Another less common occurrence is a grappler who is injured in competition, becoming afraid to compete again because of a fear of getting hurt again. In all three of these cases, the most important thing is for the grappler to be honest with themselves. If you know you have bad knees, maybe certain guards won’t be the right choice for you. However, you should still learn the techniques from these positions, even if it’s just to recognize what an opponent or sparring partner will try to do so that you can react in an intelligent yet safe manner. 

Should you be training while injured?

If you are injured and find the urge to train, you must first ask yourself if the injury is fully healed and properly rehabbed? If the answer is no, then training is most likely a poor idea, and you should wait until it is healed to train. If it is no longer injured and you are returning, remember to go easy, especially for your first few weeks back. In these weeks, your body will be readjusting to the physical demands of grappling again, and if pushed too hard, another injury is very likely. 

While the allure of training may seem to be too much to resist, it’s best to wait until you are healthy and then ease back into training. As for a hurt competitor, it’s important to note that while BJJ and other grappling competitions are very physically demanding and do involve some risk, serious injuries are a very rare occurrence. That being said, it is up to you as an individual to assess your skills and desire to compete then decide whether or not competing is worth the risk of injury.

For almost anyone who truly loves grappling, or any sport, and is injured for a significant period of time, the time away from training can be very hard. We’ve all seen someone come back from an injury too early because they missed the sport too much. While this may work out fine on rare occasions, usually it ends in re-injury or even a new injury. 

A good example is a grappler I know who had a broken hand and returned to the gym the day his cast came off, without doing any physiotherapy or reasonable assessment of his recovery.

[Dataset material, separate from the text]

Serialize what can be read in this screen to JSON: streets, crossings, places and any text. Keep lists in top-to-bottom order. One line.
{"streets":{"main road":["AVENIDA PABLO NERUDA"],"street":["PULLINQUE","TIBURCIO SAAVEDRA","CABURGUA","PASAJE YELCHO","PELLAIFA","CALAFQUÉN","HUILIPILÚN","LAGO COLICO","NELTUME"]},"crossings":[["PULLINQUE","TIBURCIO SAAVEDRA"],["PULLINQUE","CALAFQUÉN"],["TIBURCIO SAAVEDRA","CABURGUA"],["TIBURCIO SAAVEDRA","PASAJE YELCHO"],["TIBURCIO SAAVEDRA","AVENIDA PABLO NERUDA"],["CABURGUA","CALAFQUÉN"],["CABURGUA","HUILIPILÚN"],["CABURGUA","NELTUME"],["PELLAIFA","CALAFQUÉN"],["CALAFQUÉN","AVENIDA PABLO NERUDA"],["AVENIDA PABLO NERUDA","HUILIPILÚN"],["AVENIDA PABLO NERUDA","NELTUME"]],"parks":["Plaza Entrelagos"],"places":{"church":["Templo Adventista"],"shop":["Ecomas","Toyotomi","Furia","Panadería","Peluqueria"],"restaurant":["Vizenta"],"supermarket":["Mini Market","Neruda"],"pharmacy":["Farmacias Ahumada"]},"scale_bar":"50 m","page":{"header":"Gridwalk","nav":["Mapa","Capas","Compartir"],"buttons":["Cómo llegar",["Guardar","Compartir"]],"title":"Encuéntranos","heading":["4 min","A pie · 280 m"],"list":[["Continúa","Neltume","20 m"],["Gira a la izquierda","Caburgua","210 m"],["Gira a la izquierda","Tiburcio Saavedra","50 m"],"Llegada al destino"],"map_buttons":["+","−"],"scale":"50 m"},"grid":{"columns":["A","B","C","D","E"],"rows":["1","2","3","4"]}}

He ended up hurting his hand two days later because it hadn’t fully healed. Instead of missing another week waiting for himself to recover properly, he jumped back in, and as a result, he missed an extra month of training.

I actually broke my elbow on the first day of the 2013 Ascension BJJ Open (well, technically, someone else broke it for me). Despite this, I stayed for the second day to cheer on my teammates. I will admit that it was hard to see everyone else competing, yet being unable to take part because of my casted arm. To be fully honest, if I could have, I would have taken my cast off and tried to roll without using that arm. 

Thankfully, nobody else was stupid enough to let me do that, and I managed to go the whole day without trying to make my best impression of 2004 Ronaldo Jacaré. This is a perfect example of someone missing the sport so much they are willing to do crazy, and often foolish, things in order to return as soon as they can.

Conclusion

Injuries are a common occurrence in grappling and can range from very mild to fairly severe. Since your body is the most crucial piece of equipment involved in grappling, it is important for us to properly care for it. This means learning how to identify injuries and treat them to the best of your abilities. From pulled muscles to skin infection to broken bones and torn ligaments, it is imperative for us to allow our body adequate time to heal and recover before returning to training.

Remember that your gym will still be there when you are healed and that in the long run giving your body the proper amount of time to heal will benefit you much more than jumping back into training a week early.